Lettera al Sindaco di Venezia

7.7.15 MadreCreativa 0 Comments

Dopo aver letto da diversi parti ciò che è avvenuto a Venezia circa la decisione del sindaco Brugnaro ho immaginato cosa avrei scritto io se avessi potuto inviargli una lettera:

Alla c/a del Sindaco di Venezia,
sono la mamma di due bambini di sei e un anno, da sempre amante dei libri, nonché un'insegnante.
Da quando è nato il primo figlio, mi sono appassionata alla letteratura per l'infanzia ed ho cercato attraverso la lettura, di stimolare in lui la passione per i libri, convinta dell'importanza della lettura a qualsiasi età.
Perché farli leggere? Perché i libri gli permettono di volare con la fantasia, di conoscere e scoprire il mondo, di aprire le loro piccole menti e renderli liberi.
Ora ovunque si è parlato della sua decisione di eliminare "alcuni" libri  dai nidi e scuole dell'infanzia in cui compaiono più genitori dello stesso sesso o genitori singoli ed io le scrivo perché sono davvero sconcertata dalla sua decisione.
Non è forse la scuola un luogo in cui insegnare ai bambini le bellezza e la ricchezza della diversità? Non è forse la scuola un luogo in cui affrontare argomenti come la discriminazione e l'affermazione dei diritti civili?

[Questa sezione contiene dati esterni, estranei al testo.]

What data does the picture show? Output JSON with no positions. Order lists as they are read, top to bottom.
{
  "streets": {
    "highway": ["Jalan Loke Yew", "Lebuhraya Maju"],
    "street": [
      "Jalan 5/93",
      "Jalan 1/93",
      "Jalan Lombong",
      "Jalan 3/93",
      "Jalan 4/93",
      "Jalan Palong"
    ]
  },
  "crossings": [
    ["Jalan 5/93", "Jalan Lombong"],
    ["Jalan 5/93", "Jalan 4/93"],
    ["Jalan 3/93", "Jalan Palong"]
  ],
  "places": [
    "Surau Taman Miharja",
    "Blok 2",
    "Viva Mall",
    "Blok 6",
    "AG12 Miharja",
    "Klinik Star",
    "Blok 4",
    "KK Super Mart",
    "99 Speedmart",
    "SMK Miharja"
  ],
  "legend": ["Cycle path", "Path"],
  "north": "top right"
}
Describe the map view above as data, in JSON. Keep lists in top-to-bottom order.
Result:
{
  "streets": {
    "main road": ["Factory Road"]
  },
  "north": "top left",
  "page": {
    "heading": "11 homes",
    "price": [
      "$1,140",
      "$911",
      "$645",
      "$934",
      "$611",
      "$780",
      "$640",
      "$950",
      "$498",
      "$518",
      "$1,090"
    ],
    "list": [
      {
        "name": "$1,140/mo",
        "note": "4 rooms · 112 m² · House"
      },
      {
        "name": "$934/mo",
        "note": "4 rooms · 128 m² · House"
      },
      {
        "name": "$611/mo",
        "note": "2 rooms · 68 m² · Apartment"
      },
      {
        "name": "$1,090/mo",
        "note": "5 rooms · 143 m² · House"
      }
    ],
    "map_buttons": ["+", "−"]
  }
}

A me sembra un triste esempio di poca democrazia, bandire ben 49 testi tra cui veri e propri capolavori della letteratura per l'infanzia, bollandoli come "gender".
Nel capolavoro di Leo Lionni "Piccolo blu e piccolo giallo" (inserito in questa lista), si narra niente più che di una bellissima storia d'amicizia tra due macchie di colore che abbracciandosi ne creano un terzo.
Cosa c'è di terribile in tutto questo? In due amici che si abbracciano? 
Mi risulta che nelle scuole dell'infanzia si faccia molto per favorire l'insegnamento del rispetto reciproco, della consapevolezza dell'esistenza dell'altro da sé.
Cosa possono fare allora libri come quello prima citato o come anche "Orecchie di farfalla", "A caccia dell'orso"(libro che io stessa ho letto a bambini della scuola dell'infanzia per aiutarli ad affrontare le proprie paure) e " Sono io il più bello" se non essere un validissimo supporto per affrontare temi che i bambini vivono nella loro quotidianità?
Pensare alla famiglia e alla scuola come a due enti separati non aiuta, è molto importante invece che le due realtà fondamentali in cui i bambini tra gli zero e i sei anni si trovano a vivere, dialoghino tra di loro e affrontino insieme argomenti che aiutano i bambini nient'altro che a CRESCERE.
Se invece si bandiscono libri dalle scuole, viene meno sempre più quello che la scuola dovrebbe rappresentare: un'istituzione democratica ed eterogenea rivolta a tutti, a minoranze e non.
Per questo motivo il mio "appello" è quello di rivedere la sua decisione e far ritornare sugli scaffali delle scuole questi importantissimi testi, perché si possa davvero insegnare la cultura del diverso inteso come qualcuno di prezioso, qualcuno da amare e integrare.
Perché i bambini continuino a vedere con i loro occhi, un mondo di tutti i colori.
Lasciamoli LIBERI DI SCEGLIERE, LIBERI DI LEGGERE.